|

Exit
Pulse Asia Inc., a private polling firm, disclosed last month
that one out of five Filipinos sees no hope in the country
and wants to migrate. This translates to a whopping 8.2 million
souls wanting to jump ship at the slightest opportunity. Ironically,
the educated and skilled comprised the bulk of those who have
lost hope.
The survey adds that 26 percent of those polled were undecided,
bringing the total to 57 percent of those belonging to the
rich and educated who cannot categorically say there is hope
for the country. The remaining of the 1,200 respondents preferred
to stay put.

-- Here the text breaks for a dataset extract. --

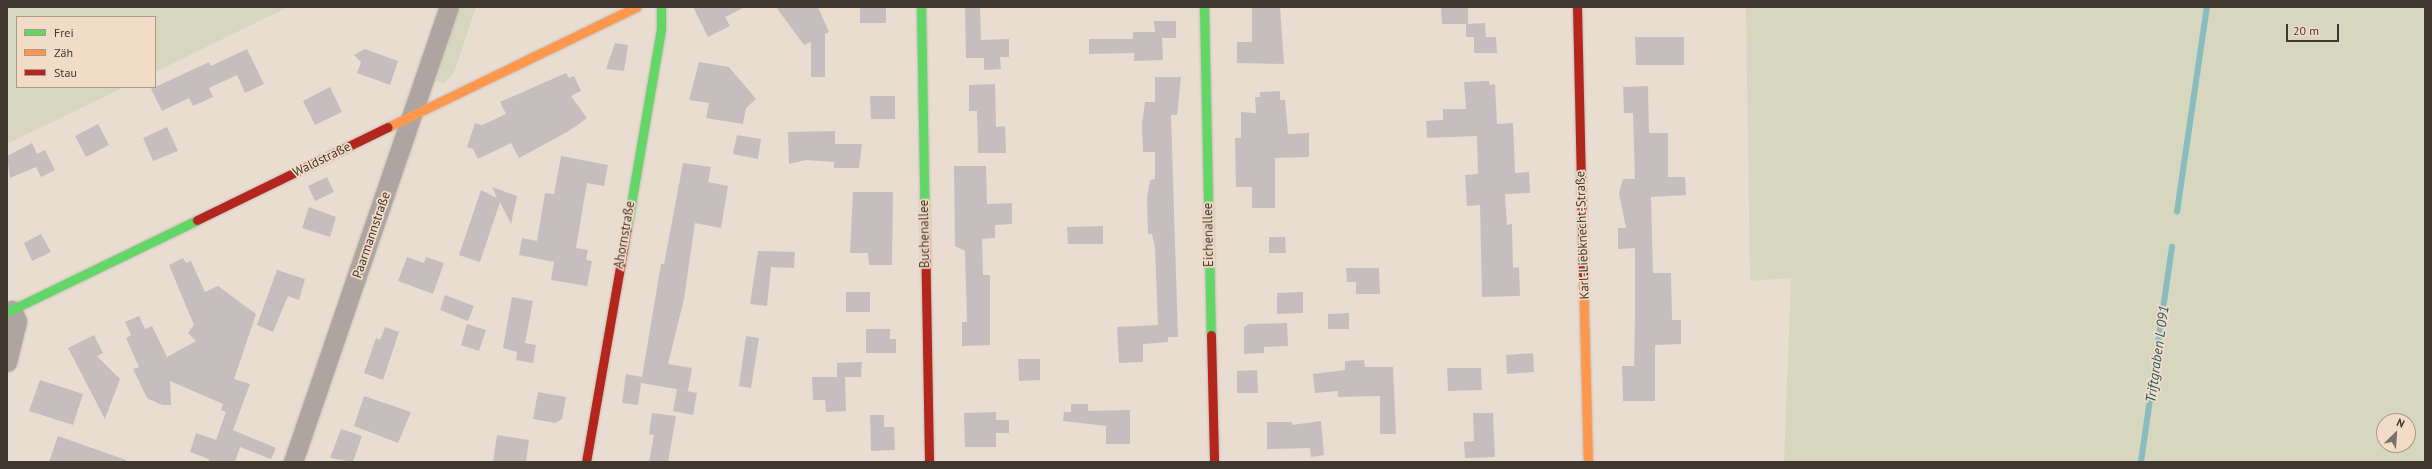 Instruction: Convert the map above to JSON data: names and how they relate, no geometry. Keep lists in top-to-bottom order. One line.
{"streets":{"street":["Waldstraße","Buchenallee","Paarmannstraße","Ahornstraße","Eichenallee","Karl-Liebknecht-Straße"]},"crossings":[["Waldstraße","Paarmannstraße"]],"water":["Triftgraben L 091"],"legend":["Frei","Zäh","Stau"],"scale_bar":"20 m","north":"top right"}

However, the bulk of the latter belonged to the
class E socioeconomic group, who neither has the means nor
skills to survive abroad.
It is clear from these results that the typical educated,
skilled and thinking Filipino feels that he does not belong
to his country, that he would rather serve foreign masters
and toil in a foreign land.
President Gloria Macapagal-Arroyo was quick in her rebuttal,
saying that the purveyor of the news, which is the Philippine
Daily Inquirer, should have emphasized that more Filipinos
wanted to stay put. Mouthing a typical ad hominem, she even
accused the Inquirer of being a false prophet,
while quoting the Bible to boot.
Arroyo should have realized that to most Filipinos, the exit
points are few and far between, and those who have opted to
stay may have also lost hope in leaving. Finance Secretary
Jose Isidro Camacho added insult by saying that the losers
mentality of Filipinos, their fondness for second-hand clothes
and their penchant for circumventing laws and evading taxes
were partly to blame for the countrys slow progress.
He believed that Filipinos lacked a common sense of nation-building
and believed instead that this was purely the responsibility
of government.
Camacho, in all his intelligence, should have realized that
Filipinos would rather buy brand new if they have the means,
and if Filipinos circumvent laws or evade taxes, it is because
government itself is the ultimate haven of graft and corruption,
swallowing anyone who comes within 10 feet.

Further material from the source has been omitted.